Implantable cardioverter defibrillators (ICDs) do not appear to be associated with a reduced risk of death in women with advanced heart failure, according to a meta-analysis in Monday’s issue of Archives of Internal Medicine.
Heart failure affects about 5.3 million U.S. patients, almost half of them women, according to the authors. Patients with heart failure are six to nine times more likely than the general population to experience sudden cardiac death. In addition to medication, treatment for heart failure involves preventing sudden cardiac death through the implantation of a cardioverter defibrillator. This therapy is supported by numerous clinical trials, the authors noted; however, questions remain regarding the benefits in certain patient subgroups, including women.
Hamid Ghanbari, MD, and colleagues at Providence Hospital Heart Institute and Medical Center in Southfield, Mich., searched for randomized clinical trials of implantable defibrillator therapy for heart failure patients published between 1950 and 2008 that included data on the risk of death for female patients. They identified five eligible trials that included 934 women.
According to the researchers, none of the five trials demonstrated a significant benefit of defibrillator implantation over medical therapy for women.

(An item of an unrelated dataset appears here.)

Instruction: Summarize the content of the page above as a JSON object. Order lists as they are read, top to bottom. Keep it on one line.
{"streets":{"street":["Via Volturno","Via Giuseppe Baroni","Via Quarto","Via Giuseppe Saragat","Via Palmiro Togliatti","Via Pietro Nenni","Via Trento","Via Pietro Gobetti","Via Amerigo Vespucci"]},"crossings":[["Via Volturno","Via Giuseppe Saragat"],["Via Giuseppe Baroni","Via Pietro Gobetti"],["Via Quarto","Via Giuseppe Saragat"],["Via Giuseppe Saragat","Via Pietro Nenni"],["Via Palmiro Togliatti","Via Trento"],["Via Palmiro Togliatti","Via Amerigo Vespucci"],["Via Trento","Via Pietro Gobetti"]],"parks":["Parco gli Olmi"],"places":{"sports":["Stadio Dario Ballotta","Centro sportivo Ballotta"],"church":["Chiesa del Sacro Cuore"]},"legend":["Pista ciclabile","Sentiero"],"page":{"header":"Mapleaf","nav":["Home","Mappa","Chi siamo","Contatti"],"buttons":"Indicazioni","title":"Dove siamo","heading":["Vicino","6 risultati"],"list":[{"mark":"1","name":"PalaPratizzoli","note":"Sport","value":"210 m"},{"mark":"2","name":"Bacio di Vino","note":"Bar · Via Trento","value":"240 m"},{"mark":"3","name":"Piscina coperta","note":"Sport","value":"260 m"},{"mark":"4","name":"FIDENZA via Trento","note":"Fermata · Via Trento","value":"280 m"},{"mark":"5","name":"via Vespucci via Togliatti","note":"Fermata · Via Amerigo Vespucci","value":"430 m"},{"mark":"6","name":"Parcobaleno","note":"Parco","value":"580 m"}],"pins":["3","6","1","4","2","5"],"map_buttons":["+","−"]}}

When they pooled the data and performed a meta-analysis, the ICD was not associated with decreased all-cause mortality in women. Among the 3,810 men in the studies, however, a statistically significant decrease in death rate was found in each of the five trials alone and in the combined meta-analysis.
There are several possible reasons for the sex differences in these results, the authors noted. Among patients with heart disease, women have about one-fourth the risk of sudden cardiac death as men. This may be because women have different patterns of arrhythmias and also because they have more co-occurring illnesses that may increase their risk of death from other causes.
Therefore, the researchers said that a larger study population may be needed to show any benefit of defibrillator implantation in women.
"Most clinical trials have been heavily weighted toward men; therefore, generalization of the results to women remains questionable. The best answer to this problem would be to perform a clinical trial that specifically targets women with heart failure to test the hypothesis of whether ICD implantation reduces their overall mortality rate," the authors concluded.
Because clinical guidelines already recommend defibrillator treatment to prevent sudden cardiac death, such a trial may be difficult to propose, they noted. "However, on the basis of our findings it seems that a trial targeting women is needed, and a meta-analysis such as ours may be an appropriate first step to explore this hypothesis," Ghanbari and colleagues wrote.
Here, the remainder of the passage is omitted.